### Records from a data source
Segment Open

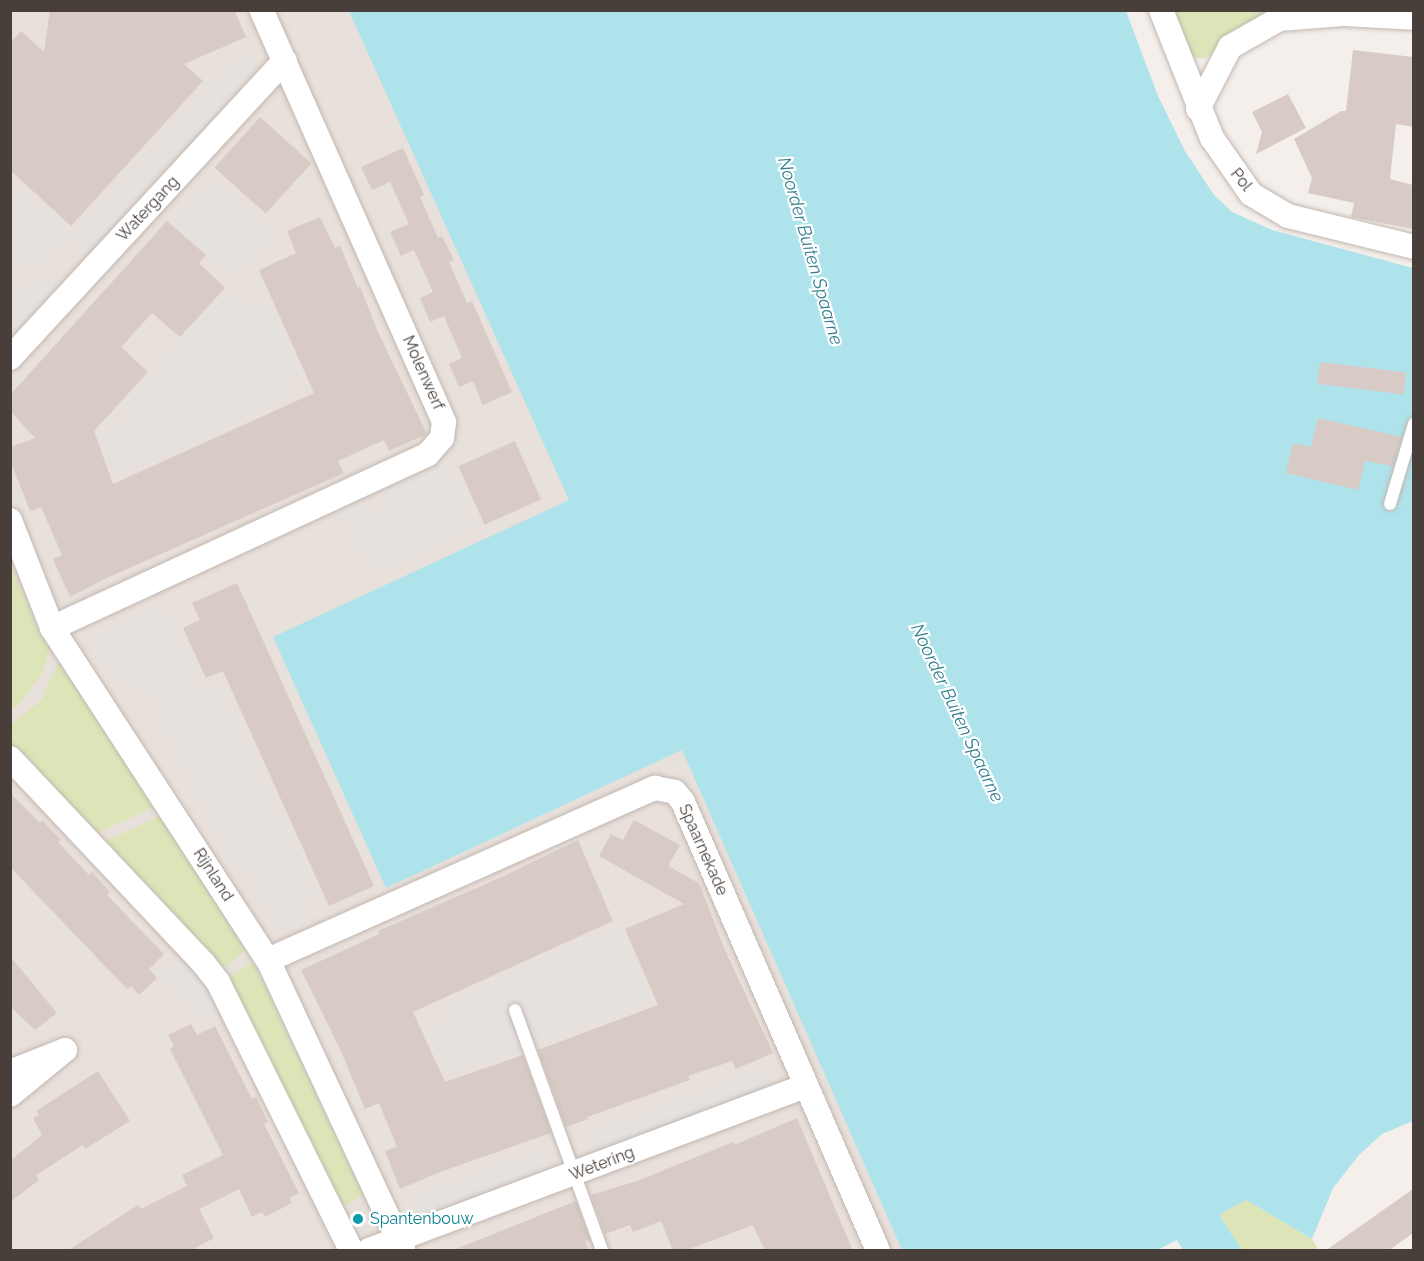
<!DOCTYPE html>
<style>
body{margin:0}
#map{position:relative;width:1424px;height:1261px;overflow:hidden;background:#f4efeb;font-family:Raleway,sans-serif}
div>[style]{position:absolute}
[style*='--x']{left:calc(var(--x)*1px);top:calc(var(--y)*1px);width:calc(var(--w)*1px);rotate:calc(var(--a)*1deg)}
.residential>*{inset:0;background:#e8e0da}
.green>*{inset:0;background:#dde5b8}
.parking>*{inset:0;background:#e4e1df;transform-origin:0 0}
.water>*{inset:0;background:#aee3eb}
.building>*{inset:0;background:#d8cbc5;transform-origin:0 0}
.roads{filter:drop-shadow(0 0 2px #c2b7b1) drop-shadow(0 0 2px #c2b7b1)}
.service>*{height:12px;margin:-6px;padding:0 6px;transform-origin:6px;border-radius:6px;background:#fff}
.minor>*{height:24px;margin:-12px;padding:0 12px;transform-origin:12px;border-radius:12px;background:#fff}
.dots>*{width:16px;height:16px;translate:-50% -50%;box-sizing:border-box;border:3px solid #fff;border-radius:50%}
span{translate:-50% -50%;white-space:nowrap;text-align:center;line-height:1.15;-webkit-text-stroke:4.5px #fff;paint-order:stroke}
.street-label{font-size:16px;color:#483e3a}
.culture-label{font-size:16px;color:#0d838f}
.left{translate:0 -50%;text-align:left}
.water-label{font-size:18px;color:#337f8d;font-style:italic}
.frame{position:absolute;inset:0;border:12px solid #483e3a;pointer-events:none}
</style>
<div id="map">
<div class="residential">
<i style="clip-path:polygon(10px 11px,475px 11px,933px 1250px,11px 1250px)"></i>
</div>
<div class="green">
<i style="clip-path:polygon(1274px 10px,1237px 30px,1212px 55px,1201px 59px,1191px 57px,1175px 11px)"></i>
<i style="clip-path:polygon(10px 563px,36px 626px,51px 649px,41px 675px,19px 704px,11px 711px)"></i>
<i style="clip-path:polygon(59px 661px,153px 807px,94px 835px,11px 749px,11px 725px,41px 700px)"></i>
<i style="clip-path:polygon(160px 816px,245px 950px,222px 971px,100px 844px)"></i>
<i style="clip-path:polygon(253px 962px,363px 1195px,341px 1207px,227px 979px)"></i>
<i style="clip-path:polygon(1246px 1200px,1312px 1239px,1319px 1250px,1242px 1250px,1219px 1215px)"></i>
</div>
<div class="parking">
<i style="left:244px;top:53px;width:21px;height:254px;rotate:43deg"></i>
<i style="left:214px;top:178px;width:83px;height:59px;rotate:43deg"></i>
<i style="clip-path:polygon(11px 181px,68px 231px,32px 271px,11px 252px)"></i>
<i style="clip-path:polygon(43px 274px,58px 288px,11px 339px,11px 309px)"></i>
<i style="clip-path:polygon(230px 291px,247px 307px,265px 299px,299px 373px,281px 381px,288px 397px,118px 475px,101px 437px,143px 418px,127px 403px)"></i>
<i style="left:446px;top:464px;width:67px;height:69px;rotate:66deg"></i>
<i style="clip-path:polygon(366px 504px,373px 520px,391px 512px,410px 555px,371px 573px,344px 513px)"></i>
<i style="clip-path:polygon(160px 605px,200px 691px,216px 684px,313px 893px,299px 900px,307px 918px,278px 932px,249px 869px,237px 874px,148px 684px,131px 691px,123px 674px,113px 678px,94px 636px)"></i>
<i style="clip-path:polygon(617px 926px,651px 1000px,449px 1074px,430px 1032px,448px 1023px,441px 1005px)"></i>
<i style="clip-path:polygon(181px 956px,207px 983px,222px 1009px,197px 1021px,185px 996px,162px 974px)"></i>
<i style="left:766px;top:1067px;width:19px;height:193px;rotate:69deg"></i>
<i style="left:537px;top:1154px;width:18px;height:127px;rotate:71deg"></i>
</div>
<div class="water">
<i style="clip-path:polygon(349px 11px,1126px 11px,1158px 96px,1185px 151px,1214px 195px,1232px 212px,1272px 230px,1413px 268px,1413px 1121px,1382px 1134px,1359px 1155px,1333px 1188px,1312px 1239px,1246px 1200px,1219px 1215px,1242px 1250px,1183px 1250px,1177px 1240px,1157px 1250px,902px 1250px,682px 750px,386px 888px,273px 637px,569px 500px)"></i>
</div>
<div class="building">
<i style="clip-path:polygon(50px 10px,234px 10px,246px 37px,184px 64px,203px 81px,71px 226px,10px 170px,10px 43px,21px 31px,44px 52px)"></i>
<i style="clip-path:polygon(1353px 50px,1413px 57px,1413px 127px,1396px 124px,1390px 179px,1413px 185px,1413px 229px,1351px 217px,1354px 203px,1308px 193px,1312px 178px,1294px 139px,1341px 111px,1346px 111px)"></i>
<i style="clip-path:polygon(1288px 94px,1306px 128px,1256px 154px,1262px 132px,1252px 112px)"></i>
<i style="left:260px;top:117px;width:69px;height:68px;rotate:42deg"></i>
<i style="clip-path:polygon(403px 148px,424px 195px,420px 197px,438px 238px,442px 236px,454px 260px,449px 262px,467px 303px,472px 301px,512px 392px,483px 405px,473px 381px,459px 387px,449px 364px,462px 358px,444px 316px,430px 322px,420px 298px,433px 292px,414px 250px,401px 256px,390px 232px,409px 224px,390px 182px,372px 190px,361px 167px)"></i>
<i style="clip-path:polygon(320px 217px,335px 248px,340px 246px,358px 288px,360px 286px,377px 330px,427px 434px,389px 451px,384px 440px,338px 461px,344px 473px,109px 577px,70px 597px,53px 559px,62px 555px,41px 507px,30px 511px,10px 460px,10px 447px,35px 438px,10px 411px,10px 395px,167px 221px,206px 255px,199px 263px,225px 288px,180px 337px,152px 313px,121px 347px,148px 372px,94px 431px,113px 484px,314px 393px,259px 270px,296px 253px,287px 231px)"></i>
<i style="left:1320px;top:362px;width:87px;height:22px;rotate:7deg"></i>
<i style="clip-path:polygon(1318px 418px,1402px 437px,1393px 466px,1365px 461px,1358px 490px,1286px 473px,1293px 443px,1311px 447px)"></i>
<i style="left:515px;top:441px;width:64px;height:62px;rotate:66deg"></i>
<i style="clip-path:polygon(237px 583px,374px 886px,329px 906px,223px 671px,206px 678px,183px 628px,200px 620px,192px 603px)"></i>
<i style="clip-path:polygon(10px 793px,40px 823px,42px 820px,61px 840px,58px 842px,89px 875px,92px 872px,110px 892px,107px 895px,164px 954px,149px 969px,157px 978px,139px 995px,131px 986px,127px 989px,10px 867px)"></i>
<i style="clip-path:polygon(634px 820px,680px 845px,668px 866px,699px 883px,724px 948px,773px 1053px,736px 1069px,732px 1061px,688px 1076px,690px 1080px,587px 1117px,588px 1119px,566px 1127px,538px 1050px,658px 1005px,625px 929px,684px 904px,599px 856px,611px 834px,623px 840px)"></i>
<i style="clip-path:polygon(578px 840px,613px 921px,413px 1012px,445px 1082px,523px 1055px,551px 1133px,440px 1172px,400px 1189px,385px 1151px,397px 1147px,379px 1103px,365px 1109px,340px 1049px,301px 970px,379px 934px,378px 931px,504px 876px)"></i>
<i style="clip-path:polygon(10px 956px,57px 1013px,35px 1030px,10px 1006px)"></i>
<i style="clip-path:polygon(191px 1024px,197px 1035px,215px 1026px,252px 1099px,256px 1097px,268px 1122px,264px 1124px,299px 1193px,289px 1198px,292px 1203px,265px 1217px,262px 1212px,252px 1217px,239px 1189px,199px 1209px,214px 1238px,190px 1251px,67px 1251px,138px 1205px,141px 1209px,187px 1186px,182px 1175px,223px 1155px,170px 1049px,174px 1046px,168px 1035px)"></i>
<i style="clip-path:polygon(98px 1071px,130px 1121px,85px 1149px,83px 1145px,36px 1175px,39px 1180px,10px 1202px,10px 1161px,42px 1135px,33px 1118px,39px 1115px,36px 1111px)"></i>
<i style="clip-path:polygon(797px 1118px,853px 1251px,765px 1251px,753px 1225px,684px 1251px,673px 1251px,661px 1221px,633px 1232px,630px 1225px,605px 1234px,591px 1195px,637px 1181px,733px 1142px,734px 1145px)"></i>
<i style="clip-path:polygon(1413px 1189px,1413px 1233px,1388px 1251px,1325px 1251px)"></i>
<i style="clip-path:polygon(576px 1201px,590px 1240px,585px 1241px,589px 1251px,451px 1251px)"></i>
</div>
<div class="roads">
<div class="service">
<i style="--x:1390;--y:504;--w:84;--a:-73.3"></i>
<i style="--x:515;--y:1010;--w:255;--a:70.1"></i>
</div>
<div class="minor">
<i style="--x:1161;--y:10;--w:138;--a:68.3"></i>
<i style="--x:1212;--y:138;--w:68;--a:55.1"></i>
<i style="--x:1251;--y:194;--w:43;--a:30.7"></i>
<i style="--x:1288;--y:216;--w:130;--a:13.8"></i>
<i style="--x:1198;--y:109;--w:70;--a:-62.7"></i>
<i style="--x:1230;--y:47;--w:56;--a:-29.7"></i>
<i style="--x:1279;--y:19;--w:64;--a:-4.5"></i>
<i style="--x:1343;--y:14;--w:71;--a:3.2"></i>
<i style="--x:10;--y:358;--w:405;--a:-47.3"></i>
<i style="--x:10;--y:520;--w:116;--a:68.7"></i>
<i style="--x:52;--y:628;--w:396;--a:57"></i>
<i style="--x:268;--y:960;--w:320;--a:65"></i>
<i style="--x:52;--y:628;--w:414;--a:-24.8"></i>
<i style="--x:428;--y:454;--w:21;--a:-49"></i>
<i style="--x:442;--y:438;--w:16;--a:-83"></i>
<i style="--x:444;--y:422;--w:451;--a:-113.9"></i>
<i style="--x:10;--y:758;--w:283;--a:46.7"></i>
<i style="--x:204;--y:964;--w:23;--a:52"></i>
<i style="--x:218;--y:982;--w:299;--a:63.6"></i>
<i style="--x:268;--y:960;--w:424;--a:-24"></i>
<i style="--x:655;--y:788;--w:20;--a:11"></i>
<i style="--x:675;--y:792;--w:13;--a:51"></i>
<i style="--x:683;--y:802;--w:489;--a:66.5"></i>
<i style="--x:10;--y:1072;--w:59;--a:-21.8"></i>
<i style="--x:65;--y:1050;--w:71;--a:140.7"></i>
<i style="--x:369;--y:1250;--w:466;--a:-20.6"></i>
</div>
</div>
<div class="dots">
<i style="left:358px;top:1219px;background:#0f9aa8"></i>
</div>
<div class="street-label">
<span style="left:1241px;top:180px;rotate:51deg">Pol</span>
<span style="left:148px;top:209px;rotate:-47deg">Watergang</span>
<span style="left:423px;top:373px;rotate:66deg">Molenwerf</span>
<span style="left:703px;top:850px;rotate:66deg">Spaarnekade</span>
<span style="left:213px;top:875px;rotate:57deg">Rijnland</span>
<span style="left:602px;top:1164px;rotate:-21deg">Wetering</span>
</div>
<div class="culture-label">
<span class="left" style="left:370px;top:1219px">Spantenbouw</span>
</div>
<div class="water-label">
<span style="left:810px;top:251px;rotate:74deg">Noorder Buiten Spaarne</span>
<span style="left:957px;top:713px;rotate:65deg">Noorder Buiten Spaarne</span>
</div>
<div class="frame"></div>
</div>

Segment Closed

### What you are asked to do
Reproduce, word for word, every line from the start of the records down to and including the line with "2px #c2b7b1) drop-shadow(0"; skip the pictures.

### Expected answer
<!DOCTYPE html>
<style>
body{margin:0}
#map{position:relative;width:1424px;height:1261px;overflow:hidden;background:#f4efeb;font-family:Raleway,sans-serif}
div>[style]{position:absolute}
[style*='--x']{left:calc(var(--x)*1px);top:calc(var(--y)*1px);width:calc(var(--w)*1px);rotate:calc(var(--a)*1deg)}
.residential>*{inset:0;background:#e8e0da}
.green>*{inset:0;background:#dde5b8}
.parking>*{inset:0;background:#e4e1df;transform-origin:0 0}
.water>*{inset:0;background:#aee3eb}
.building>*{inset:0;background:#d8cbc5;transform-origin:0 0}
.roads{filter:drop-shadow(0 0 2px #c2b7b1) drop-shadow(0 0 2px #c2b7b1)}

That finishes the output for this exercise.